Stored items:
<<<<
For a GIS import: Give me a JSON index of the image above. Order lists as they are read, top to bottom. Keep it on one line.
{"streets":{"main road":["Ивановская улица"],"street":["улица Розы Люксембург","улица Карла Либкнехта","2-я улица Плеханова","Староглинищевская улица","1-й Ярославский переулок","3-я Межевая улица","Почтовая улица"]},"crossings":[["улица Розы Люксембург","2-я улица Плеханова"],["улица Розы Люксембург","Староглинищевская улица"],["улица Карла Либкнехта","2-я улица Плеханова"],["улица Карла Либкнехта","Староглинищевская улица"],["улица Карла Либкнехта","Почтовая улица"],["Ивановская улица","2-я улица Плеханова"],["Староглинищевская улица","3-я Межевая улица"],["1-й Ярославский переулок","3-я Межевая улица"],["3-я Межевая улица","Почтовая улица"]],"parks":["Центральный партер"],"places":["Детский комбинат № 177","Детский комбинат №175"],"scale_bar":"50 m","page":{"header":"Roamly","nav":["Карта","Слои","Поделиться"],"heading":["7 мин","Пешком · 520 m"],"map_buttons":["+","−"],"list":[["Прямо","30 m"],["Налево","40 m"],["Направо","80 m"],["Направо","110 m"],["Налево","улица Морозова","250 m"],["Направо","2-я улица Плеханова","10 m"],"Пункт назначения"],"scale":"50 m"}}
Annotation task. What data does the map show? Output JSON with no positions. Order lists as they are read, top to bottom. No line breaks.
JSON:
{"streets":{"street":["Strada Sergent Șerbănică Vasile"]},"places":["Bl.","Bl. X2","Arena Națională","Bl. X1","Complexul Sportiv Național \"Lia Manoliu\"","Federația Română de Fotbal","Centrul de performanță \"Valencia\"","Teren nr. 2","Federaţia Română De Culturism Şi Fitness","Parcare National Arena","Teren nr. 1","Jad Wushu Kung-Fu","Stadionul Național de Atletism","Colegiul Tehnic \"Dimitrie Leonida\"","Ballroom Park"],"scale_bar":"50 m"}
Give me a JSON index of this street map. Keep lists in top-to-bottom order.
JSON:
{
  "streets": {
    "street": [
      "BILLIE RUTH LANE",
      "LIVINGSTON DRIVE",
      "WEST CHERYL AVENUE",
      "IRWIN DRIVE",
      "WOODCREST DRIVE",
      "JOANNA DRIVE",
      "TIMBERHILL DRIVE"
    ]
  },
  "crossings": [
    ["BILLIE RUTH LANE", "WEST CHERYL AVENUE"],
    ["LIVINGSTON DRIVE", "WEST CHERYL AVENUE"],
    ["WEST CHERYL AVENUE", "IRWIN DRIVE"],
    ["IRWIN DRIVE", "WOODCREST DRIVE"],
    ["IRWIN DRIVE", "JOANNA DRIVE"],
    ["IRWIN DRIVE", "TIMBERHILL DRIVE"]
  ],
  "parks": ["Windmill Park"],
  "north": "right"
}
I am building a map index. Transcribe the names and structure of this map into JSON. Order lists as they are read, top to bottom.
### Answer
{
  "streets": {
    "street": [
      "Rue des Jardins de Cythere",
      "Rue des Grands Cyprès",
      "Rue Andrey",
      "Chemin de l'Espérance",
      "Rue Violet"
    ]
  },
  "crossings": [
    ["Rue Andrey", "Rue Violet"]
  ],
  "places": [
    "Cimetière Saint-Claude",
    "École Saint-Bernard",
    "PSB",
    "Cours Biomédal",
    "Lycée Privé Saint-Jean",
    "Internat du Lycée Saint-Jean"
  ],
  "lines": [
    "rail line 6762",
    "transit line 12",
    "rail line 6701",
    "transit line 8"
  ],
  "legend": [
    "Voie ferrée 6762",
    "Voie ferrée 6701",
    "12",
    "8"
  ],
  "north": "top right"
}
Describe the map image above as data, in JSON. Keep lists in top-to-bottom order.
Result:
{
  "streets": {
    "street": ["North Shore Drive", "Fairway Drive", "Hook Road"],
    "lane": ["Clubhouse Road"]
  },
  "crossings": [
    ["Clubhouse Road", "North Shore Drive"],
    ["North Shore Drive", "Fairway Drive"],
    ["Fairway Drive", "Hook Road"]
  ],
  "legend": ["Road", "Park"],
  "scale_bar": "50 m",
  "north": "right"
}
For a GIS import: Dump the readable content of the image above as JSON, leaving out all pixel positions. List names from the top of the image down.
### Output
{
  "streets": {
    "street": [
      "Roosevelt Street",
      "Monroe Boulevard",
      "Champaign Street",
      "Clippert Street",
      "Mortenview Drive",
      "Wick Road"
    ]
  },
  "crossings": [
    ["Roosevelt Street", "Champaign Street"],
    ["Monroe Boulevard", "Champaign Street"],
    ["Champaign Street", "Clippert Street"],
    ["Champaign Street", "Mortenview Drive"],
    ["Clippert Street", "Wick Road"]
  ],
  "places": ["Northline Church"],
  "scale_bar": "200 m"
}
>>>>
» Task brief
Which lines above include the string "data"? Show them.

» Response to the task
Annotation task. What data does the map show? Output JSON with no positions. Order lists as they are read, top to bottom. No line breaks.
Describe the map image above as data, in JSON. Keep lists in top-to-bottom order.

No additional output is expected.